Work item:
Write out, word for word, only the lines from the one containing "Map reading. Summarize" through the final line of the data.

Supplied records:
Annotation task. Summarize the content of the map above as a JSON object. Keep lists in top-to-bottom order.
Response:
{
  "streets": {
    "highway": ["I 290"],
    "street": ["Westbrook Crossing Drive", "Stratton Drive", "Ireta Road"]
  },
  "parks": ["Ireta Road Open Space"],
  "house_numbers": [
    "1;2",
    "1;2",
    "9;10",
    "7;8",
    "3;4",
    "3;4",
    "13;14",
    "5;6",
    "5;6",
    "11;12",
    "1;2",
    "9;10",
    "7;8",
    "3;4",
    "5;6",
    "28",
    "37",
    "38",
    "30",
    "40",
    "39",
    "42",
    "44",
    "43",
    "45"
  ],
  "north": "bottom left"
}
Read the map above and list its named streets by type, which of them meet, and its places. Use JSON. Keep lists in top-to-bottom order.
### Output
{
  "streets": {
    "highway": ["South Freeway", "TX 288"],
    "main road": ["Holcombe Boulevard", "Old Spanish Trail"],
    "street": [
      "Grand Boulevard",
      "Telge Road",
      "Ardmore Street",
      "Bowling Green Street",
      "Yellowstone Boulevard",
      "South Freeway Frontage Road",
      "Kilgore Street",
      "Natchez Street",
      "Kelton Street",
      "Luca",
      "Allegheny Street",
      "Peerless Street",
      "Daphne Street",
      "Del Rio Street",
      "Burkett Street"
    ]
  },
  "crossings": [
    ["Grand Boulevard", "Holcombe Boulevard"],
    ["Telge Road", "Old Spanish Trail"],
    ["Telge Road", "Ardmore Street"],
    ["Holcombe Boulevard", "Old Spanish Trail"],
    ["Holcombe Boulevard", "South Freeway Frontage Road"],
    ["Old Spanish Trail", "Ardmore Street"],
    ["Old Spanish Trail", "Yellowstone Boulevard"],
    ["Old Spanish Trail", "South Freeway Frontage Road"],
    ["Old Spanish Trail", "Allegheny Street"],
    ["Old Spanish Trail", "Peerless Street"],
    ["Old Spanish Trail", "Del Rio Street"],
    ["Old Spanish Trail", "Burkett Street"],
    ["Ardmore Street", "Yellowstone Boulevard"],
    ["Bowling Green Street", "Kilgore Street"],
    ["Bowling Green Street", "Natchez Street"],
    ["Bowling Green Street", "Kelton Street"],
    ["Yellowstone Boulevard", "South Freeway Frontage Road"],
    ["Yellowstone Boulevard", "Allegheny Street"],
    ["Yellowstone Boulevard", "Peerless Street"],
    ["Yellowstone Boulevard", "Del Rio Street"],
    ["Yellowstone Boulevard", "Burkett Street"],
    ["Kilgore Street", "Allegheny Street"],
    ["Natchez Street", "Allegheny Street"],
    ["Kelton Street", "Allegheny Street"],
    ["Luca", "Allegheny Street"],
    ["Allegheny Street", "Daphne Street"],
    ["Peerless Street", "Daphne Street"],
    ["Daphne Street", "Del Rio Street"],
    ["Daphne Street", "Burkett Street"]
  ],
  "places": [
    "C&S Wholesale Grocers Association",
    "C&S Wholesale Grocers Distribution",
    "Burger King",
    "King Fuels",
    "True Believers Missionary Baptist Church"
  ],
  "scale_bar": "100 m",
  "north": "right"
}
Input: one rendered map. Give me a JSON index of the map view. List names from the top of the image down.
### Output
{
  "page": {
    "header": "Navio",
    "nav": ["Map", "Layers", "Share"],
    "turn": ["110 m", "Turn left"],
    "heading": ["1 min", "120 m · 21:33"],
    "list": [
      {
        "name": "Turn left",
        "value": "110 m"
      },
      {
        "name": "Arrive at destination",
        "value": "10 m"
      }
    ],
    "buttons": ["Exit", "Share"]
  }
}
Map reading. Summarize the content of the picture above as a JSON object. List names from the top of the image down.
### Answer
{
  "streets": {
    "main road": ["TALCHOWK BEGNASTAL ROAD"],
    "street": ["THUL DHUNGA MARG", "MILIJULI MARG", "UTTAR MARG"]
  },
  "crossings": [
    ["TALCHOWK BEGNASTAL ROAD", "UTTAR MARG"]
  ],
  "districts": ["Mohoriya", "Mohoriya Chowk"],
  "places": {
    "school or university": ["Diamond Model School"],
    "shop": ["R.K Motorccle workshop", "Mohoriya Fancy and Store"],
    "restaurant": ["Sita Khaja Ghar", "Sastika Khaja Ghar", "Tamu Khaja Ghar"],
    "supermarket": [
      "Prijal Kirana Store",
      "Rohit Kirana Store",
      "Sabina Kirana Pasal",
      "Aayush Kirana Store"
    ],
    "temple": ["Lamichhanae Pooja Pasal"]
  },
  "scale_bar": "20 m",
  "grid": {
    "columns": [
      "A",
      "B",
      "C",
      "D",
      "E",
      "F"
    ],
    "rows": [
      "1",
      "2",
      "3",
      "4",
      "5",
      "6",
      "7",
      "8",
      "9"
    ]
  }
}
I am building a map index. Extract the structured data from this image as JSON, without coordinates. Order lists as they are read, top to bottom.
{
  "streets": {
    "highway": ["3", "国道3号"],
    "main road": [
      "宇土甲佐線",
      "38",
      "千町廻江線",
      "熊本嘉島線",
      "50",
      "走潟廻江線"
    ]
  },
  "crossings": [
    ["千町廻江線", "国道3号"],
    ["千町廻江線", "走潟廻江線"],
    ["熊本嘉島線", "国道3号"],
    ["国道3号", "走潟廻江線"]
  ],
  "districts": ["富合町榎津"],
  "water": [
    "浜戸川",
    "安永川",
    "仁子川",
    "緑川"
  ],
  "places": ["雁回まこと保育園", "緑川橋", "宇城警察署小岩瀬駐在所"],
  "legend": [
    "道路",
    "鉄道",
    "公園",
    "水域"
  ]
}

Your response:
Map reading. Summarize the content of the picture above as a JSON object. List names from the top of the image down.
### Answer
{
  "streets": {
    "main road": ["TALCHOWK BEGNASTAL ROAD"],
    "street": ["THUL DHUNGA MARG", "MILIJULI MARG", "UTTAR MARG"]
  },
  "crossings": [
    ["TALCHOWK BEGNASTAL ROAD", "UTTAR MARG"]
  ],
  "districts": ["Mohoriya", "Mohoriya Chowk"],
  "places": {
    "school or university": ["Diamond Model School"],
    "shop": ["R.K Motorccle workshop", "Mohoriya Fancy and Store"],
    "restaurant": ["Sita Khaja Ghar", "Sastika Khaja Ghar", "Tamu Khaja Ghar"],
    "supermarket": [
      "Prijal Kirana Store",
      "Rohit Kirana Store",
      "Sabina Kirana Pasal",
      "Aayush Kirana Store"
    ],
    "temple": ["Lamichhanae Pooja Pasal"]
  },
  "scale_bar": "20 m",
  "grid": {
    "columns": [
      "A",
      "B",
      "C",
      "D",
      "E",
      "F"
    ],
    "rows": [
      "1",
      "2",
      "3",
      "4",
      "5",
      "6",
      "7",
      "8",
      "9"
    ]
  }
}
I am building a map index. Extract the structured data from this image as JSON, without coordinates. Order lists as they are read, top to bottom.
{
  "streets": {
    "highway": ["3", "国道3号"],
    "main road": [
      "宇土甲佐線",
      "38",
      "千町廻江線",
      "熊本嘉島線",
      "50",
      "走潟廻江線"
    ]
  },
  "crossings": [
    ["千町廻江線", "国道3号"],
    ["千町廻江線", "走潟廻江線"],
    ["熊本嘉島線", "国道3号"],
    ["国道3号", "走潟廻江線"]
  ],
  "districts": ["富合町榎津"],
  "water": [
    "浜戸川",
    "安永川",
    "仁子川",
    "緑川"
  ],
  "places": ["雁回まこと保育園", "緑川橋", "宇城警察署小岩瀬駐在所"],
  "legend": [
    "道路",
    "鉄道",
    "公園",
    "水域"
  ]
}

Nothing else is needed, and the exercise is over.